Au Bureau des affaires antiterroristes, Nelly Mancini donne les instructions à ses hommes. « Les forces du mal sont à l’œuvre. Les heures qui viennent vont être décisives. » Mais son esprit est ailleurs, auprès de son mari dépressif. Parallèlement, Patrick McCarthy et les membres des Troupes d’Interventions Spéciales – qui avaient tous d’autres ambitions de carrière que ce boulot mortifère – s’apprêtent à pénétrer dans un hangar où John Malone serait planqué. Mais l’intervention tourne mal. Claire, qui doit reconfigurer les satellites, perd la connexion avec eux.

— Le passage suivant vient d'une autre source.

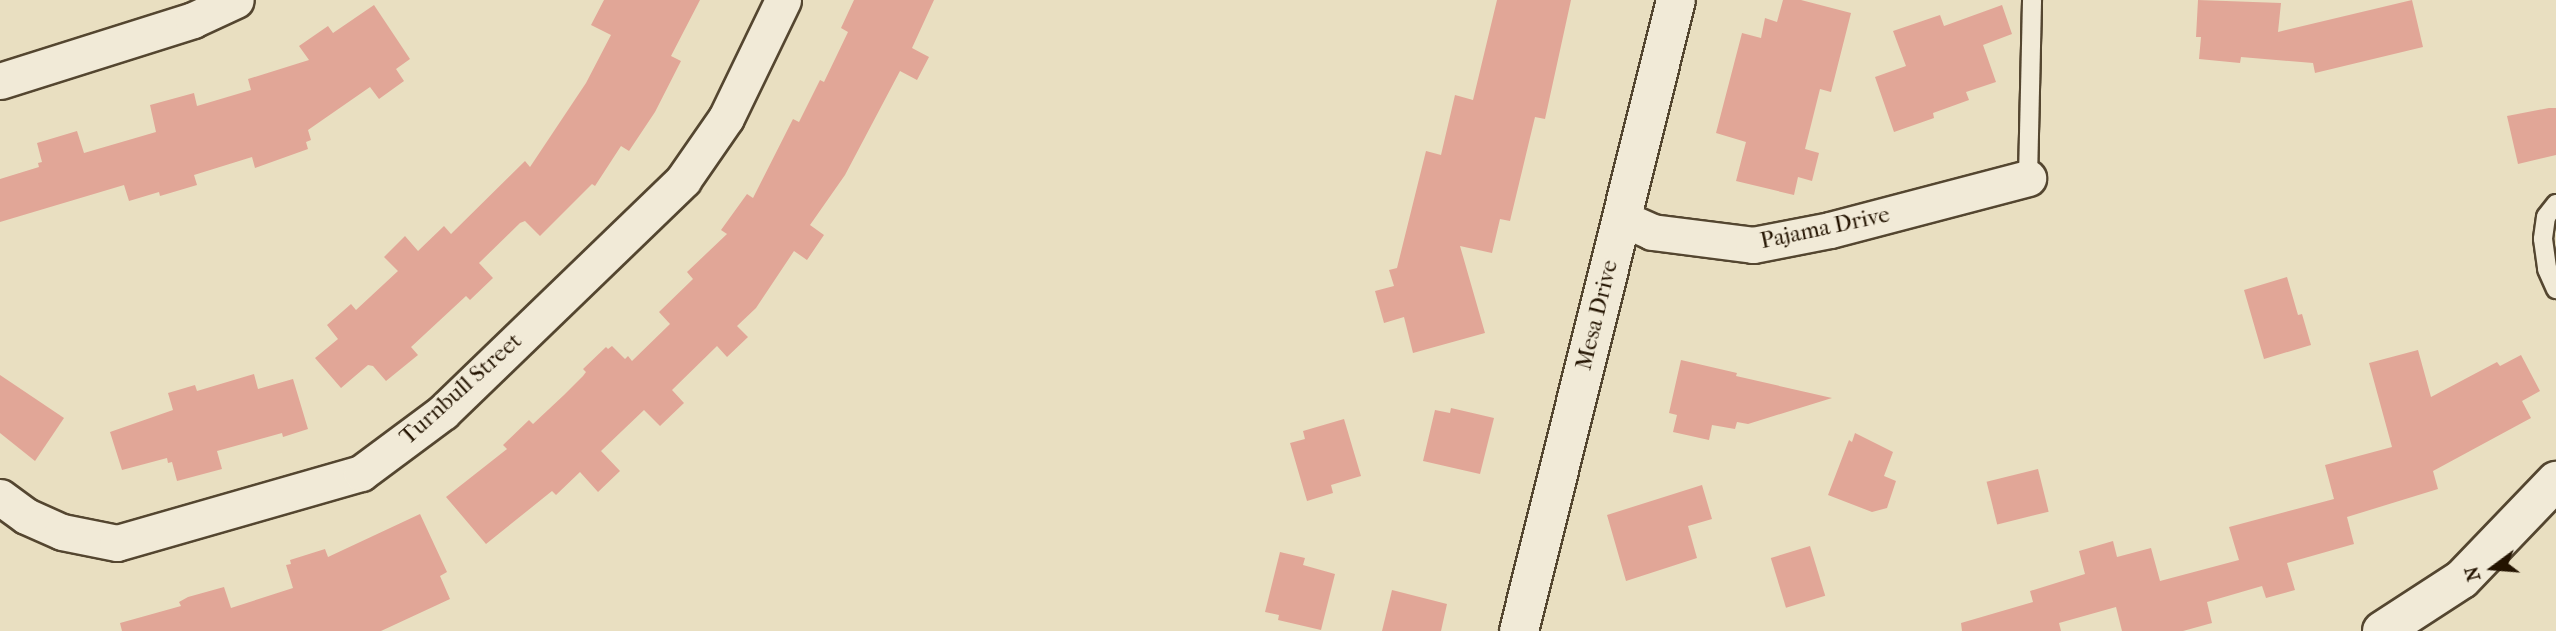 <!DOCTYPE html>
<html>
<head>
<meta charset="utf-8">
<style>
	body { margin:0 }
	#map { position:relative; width:2556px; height:631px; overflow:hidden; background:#e9dfc1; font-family:"IM FELL French Canon",serif }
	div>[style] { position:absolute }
	.building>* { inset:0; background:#e1a697; transform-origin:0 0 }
	.roads { filter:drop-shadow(2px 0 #544630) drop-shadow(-2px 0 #544630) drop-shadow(0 2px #544630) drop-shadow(0 -2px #544630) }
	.service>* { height:18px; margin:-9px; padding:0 9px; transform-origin:9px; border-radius:9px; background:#f1ead7 }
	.minor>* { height:35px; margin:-17.5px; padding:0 17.5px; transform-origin:17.5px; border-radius:17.5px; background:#f1ead7 }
	.tertiary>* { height:38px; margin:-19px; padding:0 19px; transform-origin:19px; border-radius:19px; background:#f1ead7 }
	.secondary>* { height:38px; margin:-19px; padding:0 19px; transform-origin:19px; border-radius:19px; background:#f1ead7 }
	span { translate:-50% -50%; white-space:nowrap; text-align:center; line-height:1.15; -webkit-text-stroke:5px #f1ead7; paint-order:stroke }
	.street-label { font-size:23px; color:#231300 }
	.north { position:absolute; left:2458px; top:533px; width:70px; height:70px; -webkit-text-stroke:5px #f1ead7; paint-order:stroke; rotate:254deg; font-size:19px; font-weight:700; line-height:28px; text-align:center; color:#231300 }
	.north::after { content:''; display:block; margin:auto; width:24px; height:32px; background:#231300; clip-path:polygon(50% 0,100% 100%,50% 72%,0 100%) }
</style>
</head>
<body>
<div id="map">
	<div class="building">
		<i style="clip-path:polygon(604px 0,700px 0,671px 56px,681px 61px,655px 112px,629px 151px,621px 146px,595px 186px,592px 184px,540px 236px,525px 221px,520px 223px,479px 263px,493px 278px,470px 300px,466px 296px,411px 347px,418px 355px,386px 381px,373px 366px,368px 365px,341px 388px,315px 358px,338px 339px,327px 325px,351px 304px,356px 310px,398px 271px,384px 257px,405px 236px,418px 251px,444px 226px,451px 234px,525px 161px,530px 167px,586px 83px,611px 35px,591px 25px)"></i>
		<i style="clip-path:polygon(854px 0,934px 0,912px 48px,929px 57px,917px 80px,900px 71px,845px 175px,810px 225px,824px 235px,807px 260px,794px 251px,756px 308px,737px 326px,748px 337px,727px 357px,717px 346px,672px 390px,684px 403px,660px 426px,644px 410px,601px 451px,620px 471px,598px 492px,580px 472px,556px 495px,552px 491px,486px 544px,446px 497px,507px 449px,503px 445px,529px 420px,533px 424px,564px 395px,583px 376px,586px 372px,583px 369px,606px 347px,608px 349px,612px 346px,625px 359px,628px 356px,632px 361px,670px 324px,659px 312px,693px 279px,687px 272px,727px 234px,721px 230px,747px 194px,753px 198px,793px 119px,799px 122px,820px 80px,824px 82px,848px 32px,841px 28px)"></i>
		<i style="clip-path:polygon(1497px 0,1571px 0,1545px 119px,1535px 117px,1510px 221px,1500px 219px,1492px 253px,1460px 246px,1485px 333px,1413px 353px,1404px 317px,1384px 323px,1375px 291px,1394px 286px,1389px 270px,1397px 268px,1426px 151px,1441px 155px,1455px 95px,1473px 100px)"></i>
		<i style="clip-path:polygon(1783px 0,1801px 0,1851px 13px,1831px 92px,1820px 89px,1805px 149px,1819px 153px,1812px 181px,1798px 177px,1794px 195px,1736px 181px,1746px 142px,1716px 133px,1742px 33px,1761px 38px,1765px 18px,1777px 22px)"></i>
		<i style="clip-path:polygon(2198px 0,2281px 3px,2278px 32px,2412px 0,2423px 47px,2315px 73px,2313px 63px,2241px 57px,2240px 63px,2199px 59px,2201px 37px,2196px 37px)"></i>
		<i style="clip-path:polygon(374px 5px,410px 59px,396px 69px,404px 81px,379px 99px,370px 87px,308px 130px,311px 140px,306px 142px,308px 149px,255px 168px,252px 157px,194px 175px,197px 185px,160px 196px,159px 192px,129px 201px,124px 185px,0 222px,0 179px,39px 167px,38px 163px,42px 162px,37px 143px,77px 131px,84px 153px,156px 132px,150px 105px,194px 93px,197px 106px,251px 90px,248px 79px,309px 60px,299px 46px,328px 26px,333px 33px)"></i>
		<i style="clip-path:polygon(2002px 5px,2012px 34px,1983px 45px,1996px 82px,1966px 92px,1969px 100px,1933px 113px,1934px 118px,1894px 132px,1875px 77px,1906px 66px,1893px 31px,1940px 15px,1944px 26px)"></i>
		<i style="clip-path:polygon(2549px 108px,2556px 108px,2556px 155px,2518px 164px,2507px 116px)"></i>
		<i style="clip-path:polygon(2287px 277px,2298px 315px,2302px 314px,2311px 345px,2264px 359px,2244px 290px)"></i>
		<i style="clip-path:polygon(2418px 350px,2431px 397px,2497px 362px,2500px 366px,2521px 355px,2540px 391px,2522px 401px,2531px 418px,2433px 471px,2438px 489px,2347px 517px,2354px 544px,2287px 563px,2295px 590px,2266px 598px,2262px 586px,2207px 602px,2212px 623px,2183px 631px,2122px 631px,2116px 607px,2059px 623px,2061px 631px,1962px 631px,1961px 623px,2033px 602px,2030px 591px,2085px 574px,2079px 551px,2113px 541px,2117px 557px,2151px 548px,2160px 581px,2239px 560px,2229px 527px,2334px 499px,2325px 465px,2392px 447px,2369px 363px)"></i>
		<i style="clip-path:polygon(1681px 360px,1737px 373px,1736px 376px,1832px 398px,1748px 424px,1737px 422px,1735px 429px,1712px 425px,1709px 440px,1673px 432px,1677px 415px,1669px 413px)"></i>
		<i style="clip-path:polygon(254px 374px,258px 389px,293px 379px,308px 429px,283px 437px,282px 433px,217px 451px,222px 469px,177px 481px,172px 462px,168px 463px,167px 458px,122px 470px,110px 432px,173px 410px,168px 393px,195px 385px,197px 391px)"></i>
		<i style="clip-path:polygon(0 375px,64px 418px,35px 461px,0 433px)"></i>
		<i style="clip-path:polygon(1451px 408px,1494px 418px,1480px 474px,1423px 461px,1435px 410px,1450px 413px)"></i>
		<i style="clip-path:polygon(1344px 419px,1361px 476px,1331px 485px,1333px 493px,1307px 501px,1290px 443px,1305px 439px,1303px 431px)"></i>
		<i style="clip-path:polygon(1855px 433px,1893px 452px,1884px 476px,1896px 481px,1887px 508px,1872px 512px,1828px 495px,1849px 440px,1852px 442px)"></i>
		<i style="left:2038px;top:469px;width:44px;height:53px;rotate:76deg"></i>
		<i style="clip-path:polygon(1702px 485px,1712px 519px,1688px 526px,1697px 558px,1626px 581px,1607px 515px)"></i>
		<i style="clip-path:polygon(420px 514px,447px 572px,440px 576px,450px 599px,381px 631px,122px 631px,120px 623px,181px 606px,179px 602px,188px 597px,224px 587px,231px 608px,293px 588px,286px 565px,291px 564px,290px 560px,325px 549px,328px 557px)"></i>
		<i style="left:1810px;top:546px;width:52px;height:41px;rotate:73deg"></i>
		<i style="clip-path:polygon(1280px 552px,1305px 558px,1303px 565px,1335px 574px,1321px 630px,1278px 620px,1279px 615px,1265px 612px)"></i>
		<i style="clip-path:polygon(1392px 590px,1447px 604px,1441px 631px,1382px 631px)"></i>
	</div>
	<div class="roads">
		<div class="service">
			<i style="left:2028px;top:178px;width:178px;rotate:-88.7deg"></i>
			<i style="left:2556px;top:204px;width:16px;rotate:128deg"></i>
			<i style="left:2546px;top:217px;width:22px;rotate:98deg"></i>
			<i style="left:2543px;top:239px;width:30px;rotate:82deg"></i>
			<i style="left:2547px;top:269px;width:22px;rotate:66deg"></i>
		</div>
		<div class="minor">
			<i style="left:0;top:81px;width:202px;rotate:-17.5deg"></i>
			<i style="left:193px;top:20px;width:47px;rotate:-24.9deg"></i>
			<i style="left:1621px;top:218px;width:34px;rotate:24deg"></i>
			<i style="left:1652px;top:232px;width:102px;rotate:7.3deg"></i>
			<i style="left:1753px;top:245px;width:78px;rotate:-11deg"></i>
			<i style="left:1830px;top:230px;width:205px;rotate:-14.7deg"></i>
			<i style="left:0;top:497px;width:32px;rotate:36deg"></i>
			<i style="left:26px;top:516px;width:39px;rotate:24deg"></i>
			<i style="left:62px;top:532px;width:56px;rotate:11.3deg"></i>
			<i style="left:117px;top:543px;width:254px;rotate:-16deg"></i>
			<i style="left:361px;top:473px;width:102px;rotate:-36.6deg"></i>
			<i style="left:443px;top:412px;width:334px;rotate:-44deg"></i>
			<i style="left:683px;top:180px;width:75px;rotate:-55.3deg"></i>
			<i style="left:726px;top:118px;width:131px;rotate:-64.2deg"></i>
		</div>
		<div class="tertiary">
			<i style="left:2382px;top:631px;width:95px;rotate:-33deg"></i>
			<i style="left:2462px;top:579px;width:136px;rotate:-46.2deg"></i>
		</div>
		<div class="secondary">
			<i style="left:1519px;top:631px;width:650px;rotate:-76.03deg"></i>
		</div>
	</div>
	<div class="street-label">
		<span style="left:1825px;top:228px;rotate:-12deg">Pajama Drive</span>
		<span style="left:1597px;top:315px;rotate:-76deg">Mesa Drive</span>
		<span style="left:461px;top:389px;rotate:-42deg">Turnbull Street</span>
	</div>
	<div class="north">N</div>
</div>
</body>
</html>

Vont-ils réussir à capturer John Malone ? Qu’importe ! Toute cette histoire n’est qu’un prétexte. Régis Duqué utilise le thriller pour nous parler du monde du travail et plus précisément de la souffrance au travail. La construction du récit est ingénieuse. Quelques heures seulement s’écoulent. L’auteur insère tous les codes du thriller et reprend le rythme d’une série policière où chaque action est présentée par le prisme de différents protagonistes. Il multiplie les retours dans le temps et coupe à chaque fois l’action à un moment de haute tension.
Dans le prologue, Régis Duqué explique que c’est en regardant 24h/chrono qu’il a voulu écrire sur notre rapport au travail dans nos sociétés ultra libérales. On y croise un homme en dépression, un chœur de membres des forces spéciales qui rêvent d’un ailleurs, un patron aux belles paroles, mélomane et totalement incompétent, une femme au bord de la crise de nerfs, une employée des télécom qui se fait insulter à longueur de journée… Il est question d’amour, de jalousie, de poésie, d’ennui, de travail, d’argent, de peur, du quotidien, des relations humaines, des petits et grands bobos de la vie, de travailler pour vivre, de vivre pour travailler, de terroristes, de héros… d’êtres humains dans toute leur fragilité. Avec John Malone, publié chez Émile Lansman, Régis Duqué réussit un coup de génie : il nous tient en haleine jusqu’au bout, tout en questionnant un sujet hautement présent dans nos vies. Il boucle son récit de manière brillante. Une pièce extrêmement bien ficelée ! Jack Bauer peut aller se rhabiller.